- [Exercise goal]: Look through the entries below. Report each line that has the word "limit" in it.

[Records from a data source]
= Beginning of Section =

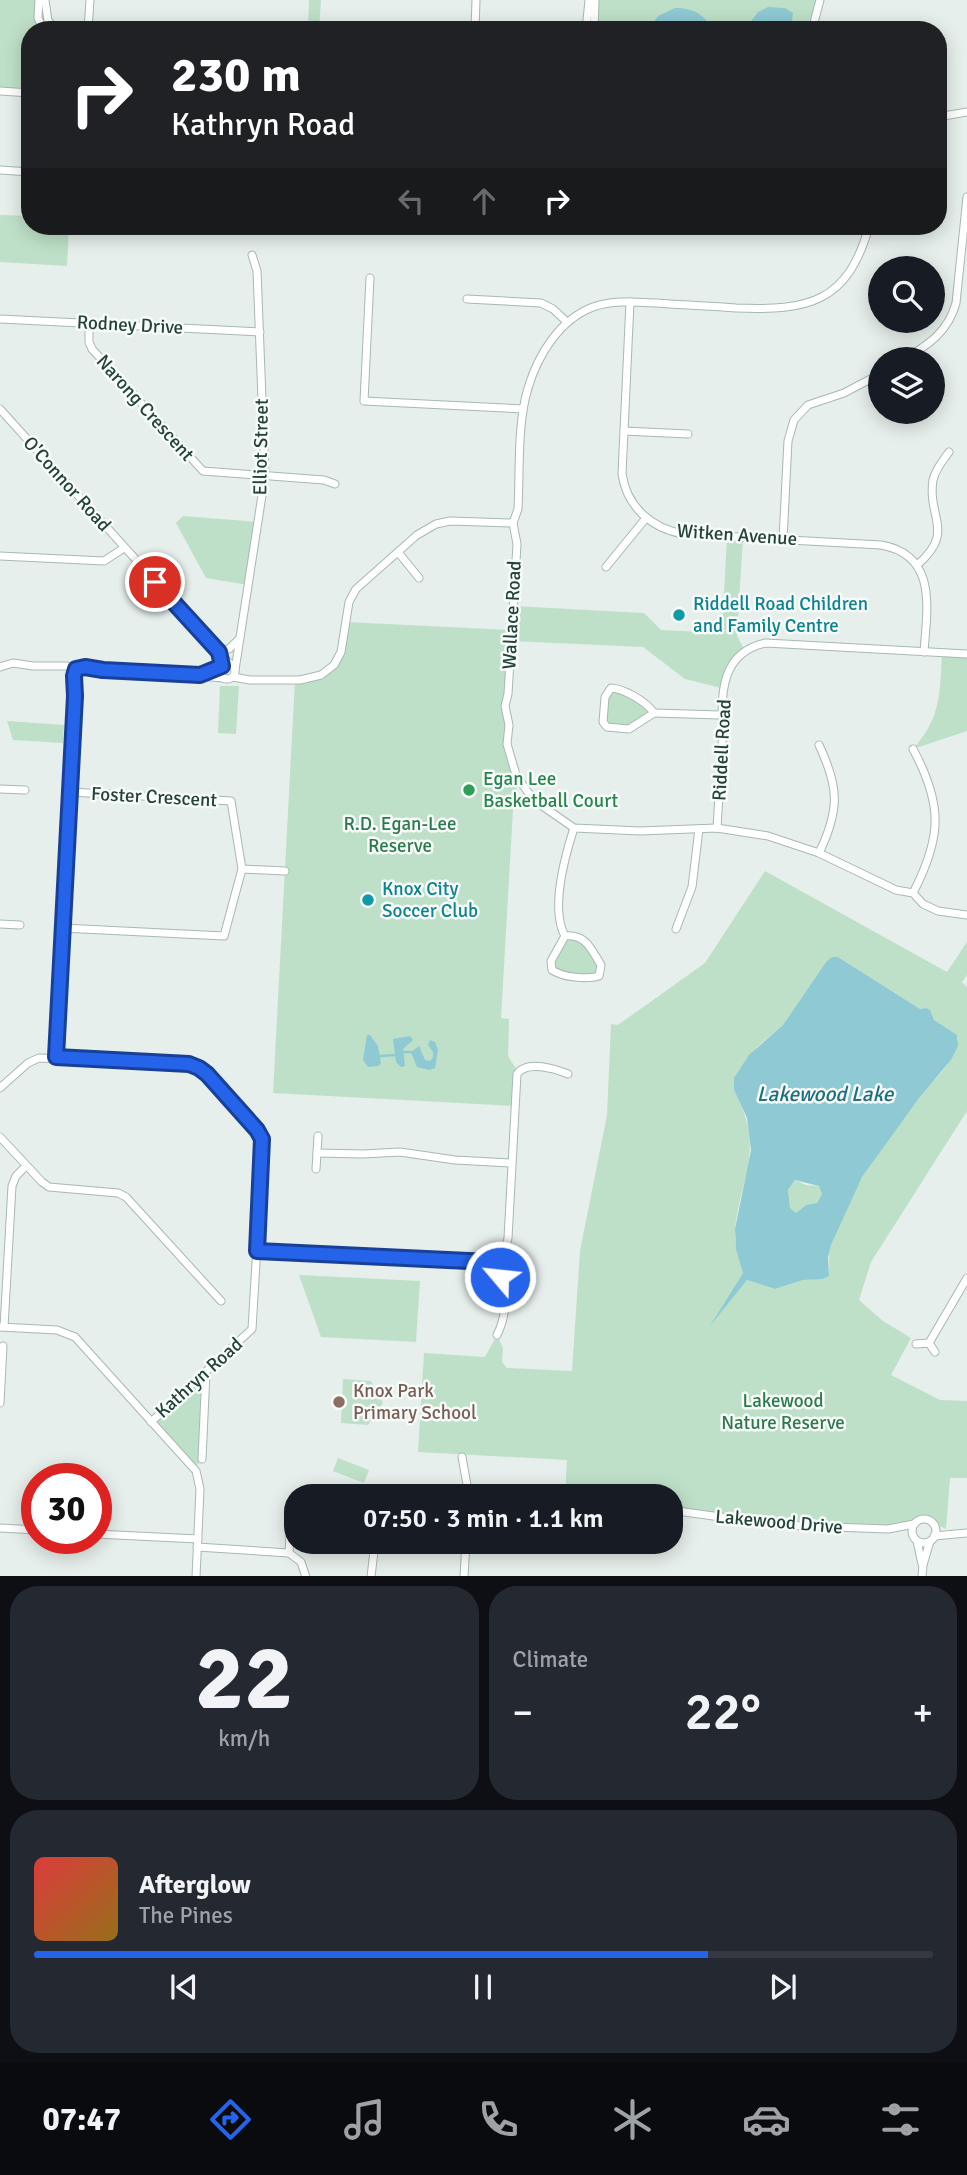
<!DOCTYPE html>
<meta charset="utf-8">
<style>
:root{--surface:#171b24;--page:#242831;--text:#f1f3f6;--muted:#9ea1a6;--line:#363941;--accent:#2563eb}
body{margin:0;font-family:Signika,sans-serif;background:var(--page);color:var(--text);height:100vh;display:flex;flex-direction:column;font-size:26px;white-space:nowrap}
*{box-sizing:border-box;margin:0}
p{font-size:23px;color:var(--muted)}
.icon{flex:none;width:38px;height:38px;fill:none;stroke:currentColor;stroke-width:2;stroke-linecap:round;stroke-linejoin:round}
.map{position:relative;height:1576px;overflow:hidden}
.panel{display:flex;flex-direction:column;gap:10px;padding:10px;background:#0d0f14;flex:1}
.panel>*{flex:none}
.top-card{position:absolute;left:21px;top:21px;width:926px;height:214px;border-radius:28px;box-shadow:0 4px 18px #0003;background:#202124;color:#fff;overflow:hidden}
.fabs{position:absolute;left:868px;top:256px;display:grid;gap:14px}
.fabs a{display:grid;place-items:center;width:77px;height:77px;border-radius:50%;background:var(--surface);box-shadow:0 4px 18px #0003;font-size:35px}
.speed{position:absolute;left:21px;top:1463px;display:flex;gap:14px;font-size:35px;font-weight:700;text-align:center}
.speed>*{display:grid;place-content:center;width:91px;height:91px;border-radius:50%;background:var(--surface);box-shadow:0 4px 18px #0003;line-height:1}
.speed .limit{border:10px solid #d22;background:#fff;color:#111}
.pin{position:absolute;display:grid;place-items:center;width:60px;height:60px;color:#fff;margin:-30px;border:4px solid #fff;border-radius:50%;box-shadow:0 2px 7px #0007}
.me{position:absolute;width:77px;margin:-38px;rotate:298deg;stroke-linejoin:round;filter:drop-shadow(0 0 5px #0008)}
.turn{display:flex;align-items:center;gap:24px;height:147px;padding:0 35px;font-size:32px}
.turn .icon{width:91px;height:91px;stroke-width:2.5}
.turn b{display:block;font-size:49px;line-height:60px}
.lanes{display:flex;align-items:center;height:66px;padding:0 35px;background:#0003;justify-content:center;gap:35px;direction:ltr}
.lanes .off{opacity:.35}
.big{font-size:52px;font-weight:600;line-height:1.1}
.panel .card{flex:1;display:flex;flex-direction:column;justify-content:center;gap:10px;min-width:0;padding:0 24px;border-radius:28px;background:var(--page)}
.panel .dial{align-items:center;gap:0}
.dial b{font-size:91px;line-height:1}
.song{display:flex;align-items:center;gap:21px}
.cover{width:84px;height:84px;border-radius:10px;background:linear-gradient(135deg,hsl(0 70% 55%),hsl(40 70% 35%))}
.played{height:7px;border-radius:4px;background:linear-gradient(90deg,var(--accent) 75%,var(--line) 75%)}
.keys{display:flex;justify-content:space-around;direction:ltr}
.heat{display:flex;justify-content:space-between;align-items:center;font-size:38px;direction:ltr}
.panel .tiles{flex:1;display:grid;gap:10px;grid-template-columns:1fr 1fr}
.card:last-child{grid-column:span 2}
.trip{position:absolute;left:284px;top:1484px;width:399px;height:70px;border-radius:28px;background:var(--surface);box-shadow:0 4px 18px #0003;font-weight:600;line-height:70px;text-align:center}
.dock{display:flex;height:112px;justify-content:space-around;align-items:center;background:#090b0e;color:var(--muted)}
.dock .icon{width:49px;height:49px}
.dock .current{color:var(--accent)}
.dock b{font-size:32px;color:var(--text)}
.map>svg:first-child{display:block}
.green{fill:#bfe0c8;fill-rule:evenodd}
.water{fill:#8ec9d4;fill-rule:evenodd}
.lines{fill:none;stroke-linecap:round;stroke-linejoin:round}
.stream{stroke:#8ec9d4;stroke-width:2.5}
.street-casing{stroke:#a8b8b2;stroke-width:9}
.street{stroke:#fff;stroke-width:7}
.route-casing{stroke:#184099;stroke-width:18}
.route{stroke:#2563eb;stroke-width:12}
.culture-dot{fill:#0f9aa8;stroke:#f7fbf9;stroke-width:2.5}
.leisure-dot{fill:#2e9e5b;stroke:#f7fbf9;stroke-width:2.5}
.education-dot{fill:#8d6e63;stroke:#f7fbf9;stroke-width:2.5}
.labels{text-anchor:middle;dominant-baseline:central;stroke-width:5;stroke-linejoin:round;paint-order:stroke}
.street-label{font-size:19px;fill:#24423a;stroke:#f7fbf9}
.culture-label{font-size:19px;fill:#0d838f;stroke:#f7fbf9;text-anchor:start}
.leisure-label{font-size:19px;fill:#27864d;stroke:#f7fbf9;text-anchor:start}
.park-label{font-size:19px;fill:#2d7a4b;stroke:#f7fbf9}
.education-label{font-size:19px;fill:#785e54;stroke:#f7fbf9;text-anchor:start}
.water-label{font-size:21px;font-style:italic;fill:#1c6f80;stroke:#f7fbf9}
</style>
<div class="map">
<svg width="967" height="1577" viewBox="0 0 967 1577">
<rect width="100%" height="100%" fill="#e6efeb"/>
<g class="green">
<polygon points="0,0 39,0 38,14 44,30 30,30 30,93 0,91"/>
<polygon points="309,0 321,0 319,30 308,30"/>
<polygon points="595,0 820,0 812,30 594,30"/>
<polygon points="0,215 30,216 30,226 69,226 67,266 0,262"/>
<polygon points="183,516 258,522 248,585 206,578 176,523"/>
<polygon points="727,537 743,537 737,636 745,651 738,656 725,689 685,679 643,647 511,641 507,737 520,783 514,793 501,1018 509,1019 508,1056 518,1072 515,1106 273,1093 295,680 310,678 334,665 346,622 511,630 513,606 644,613 661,630 722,633"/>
<path d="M942,653L967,654V731L913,749C941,718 940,693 942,653Z"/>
<polygon points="220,686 239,686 236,734 218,733"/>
<polygon points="618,689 654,713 633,727 610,728 603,718 606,693"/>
<polygon points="7,721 64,725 63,743 13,740"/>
<path d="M765,871L947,972L967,942V975L962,982L967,987V1111L871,1262L859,1300L883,1321L911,1338L891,1375L940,1400L967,1401V1478H950L946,1529L924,1519L914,1524L888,1529L809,1526L670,1510V1496H565L567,1460L418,1452L424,1353L485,1357L497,1335L503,1348L502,1362L507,1368L572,1371L580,1251L607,1115L611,1024L618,1025L705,963ZM838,957L920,1009L926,1008L934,1020L958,1038C956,1064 932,1080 917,1100C899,1124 881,1149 864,1174C850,1195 837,1224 830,1247C827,1258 832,1270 826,1278L803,1280L775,1289L747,1280L715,1319L743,1273L735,1240V1229C742,1171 765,1150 734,1090L757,1047L783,1025L826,962Z"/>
<polygon points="577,936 601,965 599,976 557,973 551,961 563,939"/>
<polygon points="795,1180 806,1185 819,1186 822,1194 817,1203 806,1205 796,1213 790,1208 788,1190"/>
<polygon points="299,1275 420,1281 416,1342 321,1337"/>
<polygon points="206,1372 202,1459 194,1469 151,1422"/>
<polygon points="343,1379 371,1381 383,1403 368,1425 341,1423"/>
<polygon points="338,1458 369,1470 364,1483 333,1471"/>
</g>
<g class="water">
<polygon points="768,7 785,8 793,13 792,21 785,30 752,30 752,20 758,12"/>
<path d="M675,8C693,8 704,14 713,30H648L658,16Z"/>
<path d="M832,957H838L920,1009L926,1008L930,1010L934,1020L957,1035L958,1046L951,1060L919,1098L862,1177L831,1245L828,1257L829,1276L823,1279L803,1280L775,1289L747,1280L710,1326L743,1273L736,1249L735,1229L751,1150L747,1118L734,1090V1078L749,1055L783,1025L826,962ZM795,1180L819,1186L822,1194L817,1203L806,1205L796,1213L790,1208L788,1190Z"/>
<polygon points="367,1035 370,1035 378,1046 381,1064 378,1066 368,1067 363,1060"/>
<polygon points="410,1036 413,1040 403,1049 405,1066 401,1067 396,1062 393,1039"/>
<polygon points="430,1040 435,1042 438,1050 435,1068 429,1070 417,1067 411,1052 419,1046 425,1060 430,1061 433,1057 433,1052 428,1045"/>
</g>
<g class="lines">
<g class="stream">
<polyline points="403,1052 411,1052"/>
<polyline points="380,1056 395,1055"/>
</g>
<g class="street-casing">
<g id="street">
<polyline points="39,0 38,18 44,30"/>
<polyline points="45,0 48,21 57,30"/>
<polyline points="88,30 90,0"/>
<polyline points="475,30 476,0"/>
<polyline points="586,30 589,0"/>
<polyline points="594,30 595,0"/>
<polyline points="812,30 820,0"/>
<polyline points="0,91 30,93"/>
<polyline points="938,117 967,112"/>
<polyline points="0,170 30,172"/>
<path d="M869,226C848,303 808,311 736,308C709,306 682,305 656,303C635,302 613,300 593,307C559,320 538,355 528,388C517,424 520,471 518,509L513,523L517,544L508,694L505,706L509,725L507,744L516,775L527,791L538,803L574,828L640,831L717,828L768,836L819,853L896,890L913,893L923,904L938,911L967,915"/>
<polyline points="370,278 364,401 523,409"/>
<polyline points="467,299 541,303 553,309 567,322"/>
<path d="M630,302L622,474C627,507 651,528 683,534L881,545C938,555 927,609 924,652"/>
<polyline points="0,319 260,332"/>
<polyline points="89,323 89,342 92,349 203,471 324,480 335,484"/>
<path d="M905,359C929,344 948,332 956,303L967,197"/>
<polyline points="0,409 230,664"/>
<polyline points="624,431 688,434"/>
<polyline points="783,539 788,441 794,420 808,405 844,393 880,374"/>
<polyline points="398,552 419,578"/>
<polyline points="0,556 104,561 124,548"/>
<path d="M917,565C956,532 927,518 933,480C935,470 943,460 949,452"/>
<polyline points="606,567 646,518"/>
<polyline points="217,650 229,649 239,639"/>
<circle cx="227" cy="671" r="8"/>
<polyline points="0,667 13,663 33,666 67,666 76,669 85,667 224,678"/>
<polyline points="235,670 265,476 257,271 252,255"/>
<polyline points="233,677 250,680 300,680 321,675 334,665 341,652 349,602 356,589 417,535 436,524 450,521 513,523"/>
<path d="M611,688C624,689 646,701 654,713L629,729L607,727L603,722L605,697Z"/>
<polyline points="654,713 720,715"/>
<path d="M819,745C839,787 840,810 819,853"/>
<path d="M913,749C943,805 942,837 913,893"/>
<polyline points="0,789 25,790"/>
<path d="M717,828L723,730C720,693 722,652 766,643L967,654"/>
<polyline points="242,869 285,871"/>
<polyline points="0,924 20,925"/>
<polyline points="62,928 224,936 242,869 231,801 70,792"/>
<polyline points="676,929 692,887 699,829"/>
<path d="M565,936C586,934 591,949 601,965L599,976C587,980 562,977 552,970L551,961Z"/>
<path d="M565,936C550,909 565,856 574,828"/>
<polyline points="56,1057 75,696 74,676 76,669"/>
<polyline points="0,1088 28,1063 39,1058 189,1064 199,1068 207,1074 257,1130 263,1147 252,1329 151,1422"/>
<polyline points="0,1137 42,1182 49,1187 118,1193 126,1197 221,1301"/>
<polyline points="317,1153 363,1154 400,1152 455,1160 511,1163"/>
<polyline points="316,1169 318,1136"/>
<path d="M257,1251L479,1263C495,1263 505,1255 508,1238L517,1074C527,1060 555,1069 568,1074"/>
<path d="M490,1262C494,1268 500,1275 503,1282C509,1297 504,1321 497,1335"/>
<polyline points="0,1327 57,1330 75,1337 196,1471 200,1489 196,1577"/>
<polyline points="4,1327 12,1186 16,1176 26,1166"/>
<polyline points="929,1343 967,1278"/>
<polyline points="916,1344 929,1343 935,1352"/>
<polyline points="0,1403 3,1346"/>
<polyline points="462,1457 469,1496"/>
<polyline points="202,1459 206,1372"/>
<polyline points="670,1510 778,1525 888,1529 914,1524"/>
<circle cx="924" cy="1531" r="12"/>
<polyline points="0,1528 37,1530"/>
<polyline points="96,1534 198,1539"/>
<polyline points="934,1536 967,1533"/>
<polyline points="917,1541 922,1564"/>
<polyline points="197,1547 289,1553 301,1562 306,1577"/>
<polyline points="289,1553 292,1501"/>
<polyline points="371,1577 375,1542"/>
<polyline points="464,1577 466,1542"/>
<polyline points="922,1577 923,1565 930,1541"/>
</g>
</g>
<use href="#street" class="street"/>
</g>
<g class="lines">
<g class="route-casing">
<polyline id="route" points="155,582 219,652 222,666 200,675 103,670 85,667 76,669 74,676 75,696 56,1057 189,1064 199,1068 207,1074 257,1130 262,1139 257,1251 490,1262 500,1277"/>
</g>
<use href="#route" class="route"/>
</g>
<g class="culture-dot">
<circle cx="679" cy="615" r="7"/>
<circle cx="368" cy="900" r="7"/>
</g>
<circle class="leisure-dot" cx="469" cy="790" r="7"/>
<circle class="education-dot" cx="339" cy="1402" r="7"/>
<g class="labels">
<g class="street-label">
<text transform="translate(130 325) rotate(3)">Rodney Drive</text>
<text transform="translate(145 408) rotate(48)">Narong Crescent</text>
<text transform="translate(261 447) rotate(-89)">Elliot Street</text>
<text transform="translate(67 484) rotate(48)">O'Connor Road</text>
<text transform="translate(737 535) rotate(4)">Witken Avenue</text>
<text transform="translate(512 615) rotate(-87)">Wallace Road</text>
<text transform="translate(722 750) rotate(-87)">Riddell Road</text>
<text transform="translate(154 797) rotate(3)">Foster Crescent</text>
<text transform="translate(199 1378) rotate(-42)">Kathryn Road</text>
<text transform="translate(779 1522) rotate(5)">Lakewood Drive</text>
</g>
<g class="culture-label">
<text x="693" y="604">Riddell Road Children<tspan x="693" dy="22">and Family Centre</tspan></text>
<text x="382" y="889">Knox City<tspan x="382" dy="22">Soccer Club</tspan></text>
</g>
<g class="leisure-label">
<text x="483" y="779">Egan Lee<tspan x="483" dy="22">Basketball Court</tspan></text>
</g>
<g class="park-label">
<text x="400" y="824">R.D. Egan-Lee<tspan x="400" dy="22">Reserve</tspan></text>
<text x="783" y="1401">Lakewood<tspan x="783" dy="22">Nature Reserve</tspan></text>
</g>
<g class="education-label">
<text x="353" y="1391">Knox Park<tspan x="353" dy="22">Primary School</tspan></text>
</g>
<g class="water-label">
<text x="825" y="1094">Lakewood Lake</text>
</g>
</g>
</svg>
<div class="fabs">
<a><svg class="icon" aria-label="search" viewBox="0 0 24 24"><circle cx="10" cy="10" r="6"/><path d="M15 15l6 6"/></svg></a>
<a><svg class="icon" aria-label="layers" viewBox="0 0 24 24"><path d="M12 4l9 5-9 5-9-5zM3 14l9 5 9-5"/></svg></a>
</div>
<div class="speed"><div class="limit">30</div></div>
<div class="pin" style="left:155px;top:582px;background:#d93025"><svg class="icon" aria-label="arrive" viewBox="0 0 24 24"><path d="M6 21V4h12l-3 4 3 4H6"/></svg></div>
<svg class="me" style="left:500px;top:1277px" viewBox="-20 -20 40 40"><circle r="17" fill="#2563eb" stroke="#fff" stroke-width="3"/><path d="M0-11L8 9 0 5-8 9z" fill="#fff"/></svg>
<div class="trip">07:50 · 3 min · 1.1 km</div>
<div class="top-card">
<div class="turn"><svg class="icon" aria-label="right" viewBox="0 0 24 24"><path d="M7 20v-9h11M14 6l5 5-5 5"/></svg><div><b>230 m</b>Kathryn Road</div></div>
<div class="lanes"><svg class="icon off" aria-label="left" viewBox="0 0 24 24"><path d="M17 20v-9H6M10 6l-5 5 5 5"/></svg><svg class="icon off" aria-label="ahead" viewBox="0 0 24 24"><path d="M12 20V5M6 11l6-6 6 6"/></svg><svg class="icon" aria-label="right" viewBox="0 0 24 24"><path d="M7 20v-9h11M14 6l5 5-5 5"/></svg></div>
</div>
</div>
<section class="panel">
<div class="tiles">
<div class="card dial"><b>22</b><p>km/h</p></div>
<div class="card"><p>Climate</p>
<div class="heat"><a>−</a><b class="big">22°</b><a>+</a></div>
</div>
<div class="card">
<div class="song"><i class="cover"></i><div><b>Afterglow</b><p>The Pines</p></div></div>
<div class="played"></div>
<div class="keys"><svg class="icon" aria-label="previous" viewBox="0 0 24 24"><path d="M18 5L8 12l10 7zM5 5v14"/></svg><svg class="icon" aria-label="pause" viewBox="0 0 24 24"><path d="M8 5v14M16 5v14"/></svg><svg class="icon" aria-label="next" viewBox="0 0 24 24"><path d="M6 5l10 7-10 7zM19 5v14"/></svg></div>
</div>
</div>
</section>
<nav class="dock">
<b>07:47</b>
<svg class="icon current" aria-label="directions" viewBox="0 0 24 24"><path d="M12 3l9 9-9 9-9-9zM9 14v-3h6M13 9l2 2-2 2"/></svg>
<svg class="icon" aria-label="music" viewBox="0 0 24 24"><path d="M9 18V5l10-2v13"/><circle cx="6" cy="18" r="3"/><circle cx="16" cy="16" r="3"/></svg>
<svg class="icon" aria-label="phone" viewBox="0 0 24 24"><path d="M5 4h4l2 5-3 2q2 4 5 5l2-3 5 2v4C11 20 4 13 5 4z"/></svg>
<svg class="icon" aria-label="climate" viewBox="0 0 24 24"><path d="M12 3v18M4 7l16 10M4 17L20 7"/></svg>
<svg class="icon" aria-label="car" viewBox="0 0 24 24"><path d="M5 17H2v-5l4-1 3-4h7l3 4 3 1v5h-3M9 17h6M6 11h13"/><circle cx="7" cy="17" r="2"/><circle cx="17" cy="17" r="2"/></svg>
<svg class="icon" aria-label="filters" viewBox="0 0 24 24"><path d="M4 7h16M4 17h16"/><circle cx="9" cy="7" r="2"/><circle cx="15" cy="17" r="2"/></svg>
</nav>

= End of Section =

- [Answer box]:
.speed .limit{border:10px solid #d22;background:#fff;color:#111}
<div class="speed"><div class="limit">30</div></div>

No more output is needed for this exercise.